If I'm filled with anxiety, my mind is on myself
constantly. I'm wrapped up in my own little world. I can't be
sensitive to others because I'm not thinking about others. I can
turn my attention to loving other people only after I obey 1
Peter 5 verse 7:
Cast all of your cares upon Him for He cares for you.
Play It Again, Mark
In college I had a Christian friend named Mark--a superb piano
player. One night as Mark played for a group of students in a
dining hall, he suddenly said, "I won't play anymore." The
students urged him to continue, but he stood and repeated, "I
won't play anymore." Then he left.
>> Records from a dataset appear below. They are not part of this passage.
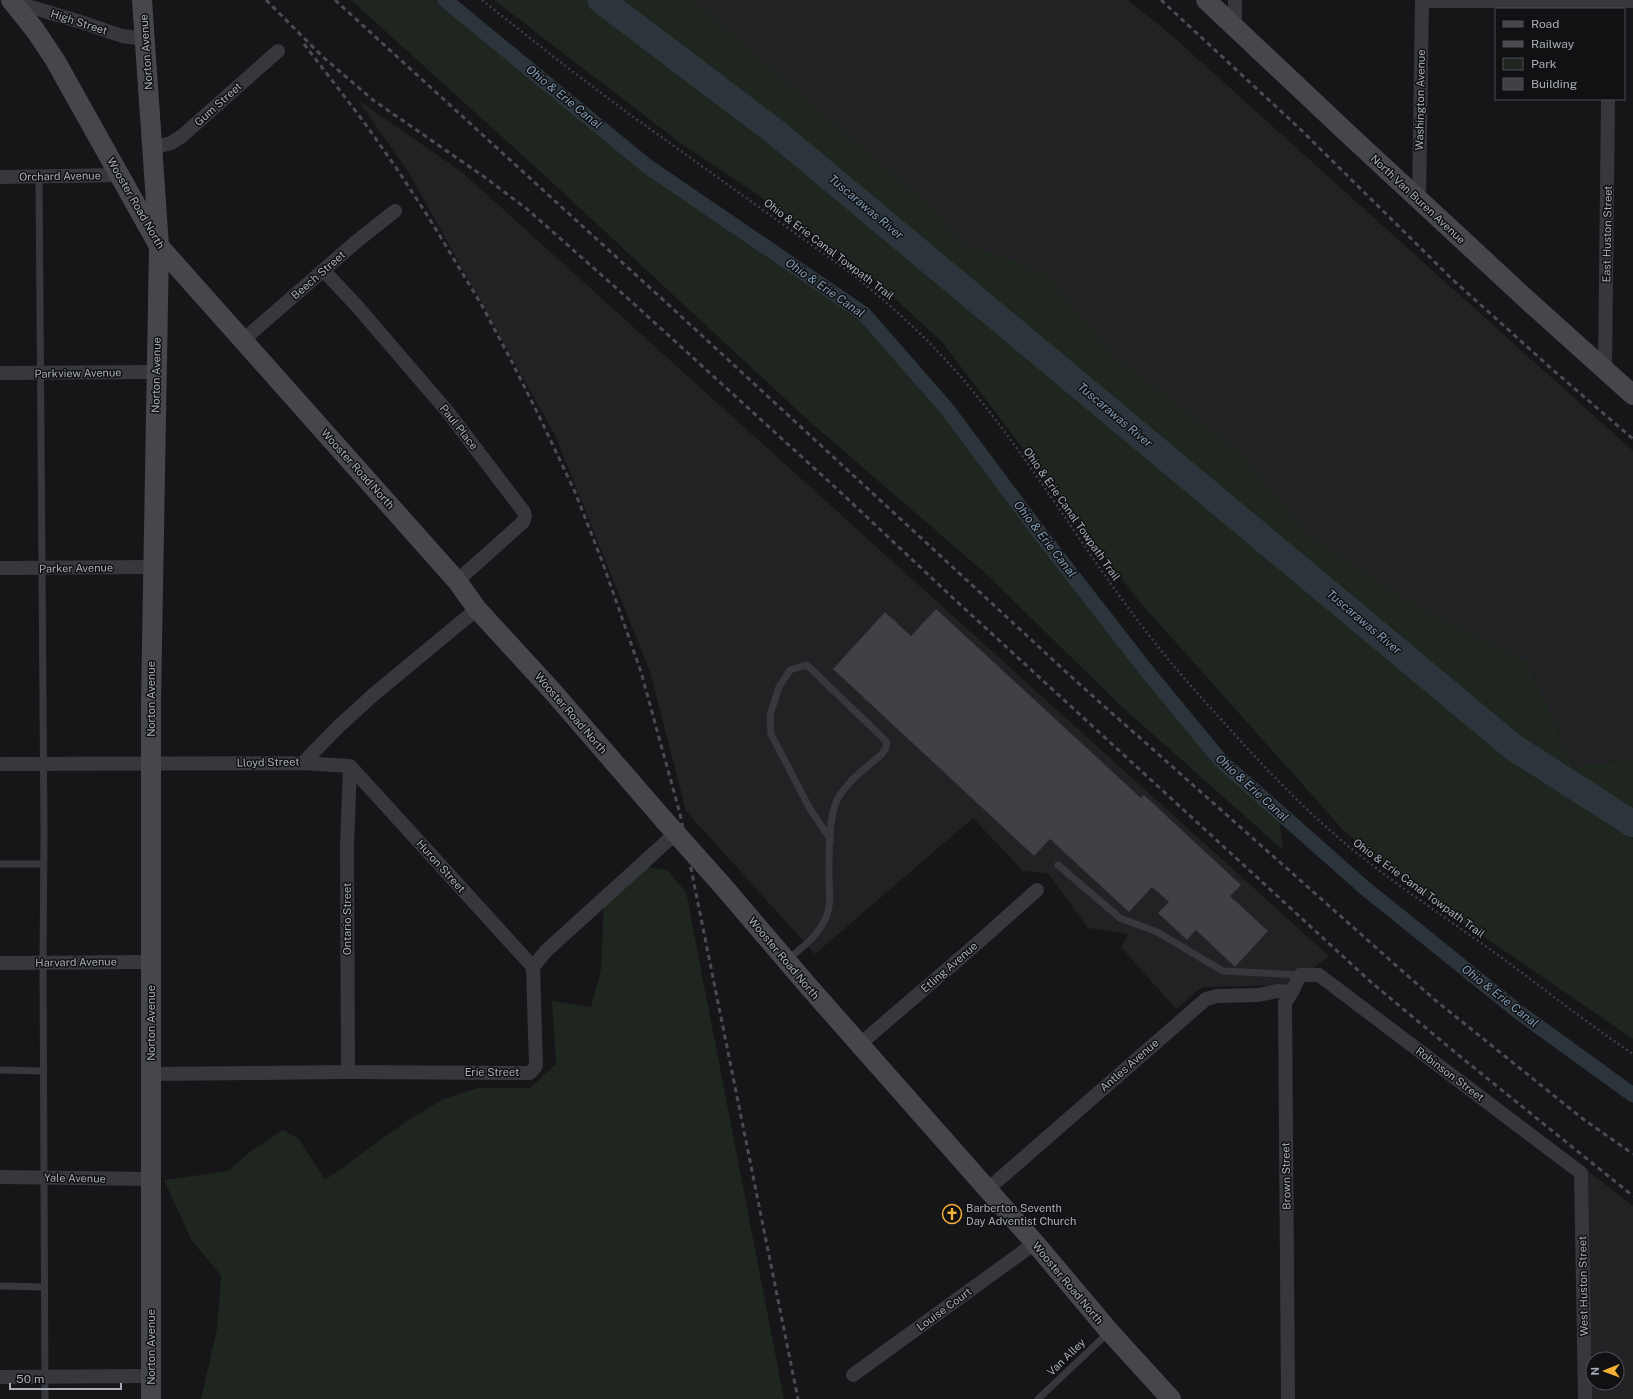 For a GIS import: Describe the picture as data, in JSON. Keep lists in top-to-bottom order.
{
  "streets": {
    "main road": ["Norton Avenue", "North Van Buren Avenue", "Wooster Road North"],
    "street": [
      "High Street",
      "Washington Avenue",
      "Gum Street",
      "Orchard Avenue",
      "East Huston Street",
      "Beech Street",
      "Parkview Avenue",
      "Paul Place",
      "Parker Avenue",
      "Lloyd Street",
      "Huron Street",
      "Ontario Street",
      "Harvard Avenue",
      "Etling Avenue",
      "Antles Avenue",
      "Erie Street",
      "Robinson Street",
      "Brown Street",
      "Yale Avenue",
      "West Huston Street",
      "Louise Court"
    ],
    "lane": ["Van Alley"],
    "path": ["Ohio & Erie Canal Towpath Trail"]
  },
  "crossings": [
    ["High Street", "Norton Avenue"],
    ["High Street", "Wooster Road North"],
    ["Norton Avenue", "Gum Street"],
    ["Norton Avenue", "Wooster Road North"],
    ["Norton Avenue", "Parkview Avenue"],
    ["Norton Avenue", "Parker Avenue"],
    ["Norton Avenue", "Lloyd Street"],
    ["Norton Avenue", "Harvard Avenue"],
    ["Norton Avenue", "Erie Street"],
    ["Norton Avenue", "Yale Avenue"],
    ["Washington Avenue", "North Van Buren Avenue"],
    ["Orchard Avenue", "Wooster Road North"],
    ["North Van Buren Avenue", "East Huston Street"],
    ["Wooster Road North", "Beech Street"],
    ["Wooster Road North", "Paul Place"],
    ["Wooster Road North", "Lloyd Street"],
    ["Wooster Road North", "Etling Avenue"],
    ["Wooster Road North", "Antles Avenue"],
    ["Wooster Road North", "Louise Court"],
    ["Wooster Road North", "Van Alley"],
    ["Beech Street", "Paul Place"],
    ["Huron Street", "Ontario Street"],
    ["Huron Street", "Erie Street"],
    ["Ontario Street", "Erie Street"],
    ["Antles Avenue", "Brown Street"],
    ["Robinson Street", "Brown Street"],
    ["Robinson Street", "West Huston Street"]
  ],
  "water": ["Ohio & Erie Canal", "Tuscarawas River"],
  "places": {
    "church": ["Barberton Seventh Day Adventist Church"]
  },
  "legend": [
    "Road",
    "Railway",
    "Park",
    "Building"
  ],
  "scale_bar": "50 m",
  "north": "left"
}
Because of the strange
abruptness of his departure, I followed him out and asked if
anything was wrong. "I became the center of attention," Mark
replied, "and I don't want to become proud."
Actually, being the center of attention is not necessarily
wrong. Jesus was the center of attention almost constantly. The
key difference is that Jesus wasn't the center of his own
attention. He wasn't thinking about Himself; He was thinking about
helping those around Him.
Mark became proud, not by becoming the center of people's
attention, but by becoming the center of his own attention. Mark
received an anxious thought, and anxiety always turns our focus
inward. If Mark had cast his anxiety upon the Lord, he would have
been free to continue playing the piano for the benefit of the
students.
Have Another Worry
Once when my wife Marcy and I were in graduate school, a friend
named Vicky knocked on our apartment door. As I opened the door,
Vicky burst into tears. We invited her in for lunch, and she began
to share her worries about a possible breakup with her boyfriend.
She was anxious about facing the future without him. After
listening to Vicky's story, Marcy and I shared with her about
casting her cares upon the Lord. She did. Boyfriend or no
boyfriend, she put herself and her future in the hands of a wise
and loving Father. Her countenance immediately changed.
She laughed and talked with us for another hour or so. However,
when she picked up her books to leave, I noticed her countenance
fall again. Stopping her, I asked what thought had just entered
her mind. "I'm suddenly afraid the peace I have now won't last,"
she replied. Do you see what the enemy was trying to do? Even
before she got out of our apartment, he was saying to her, "Here,
have another worry."
Anxiety is never justified in God's sight. Cares about our love
life, our future, our work, our finances, our marriages, our kids,
etc. must all be cast upon the Lord. When we hold onto a
care, we take the problem out of God's hands. Consciously or
subconsciously, we are choosing to handle that matter on our own.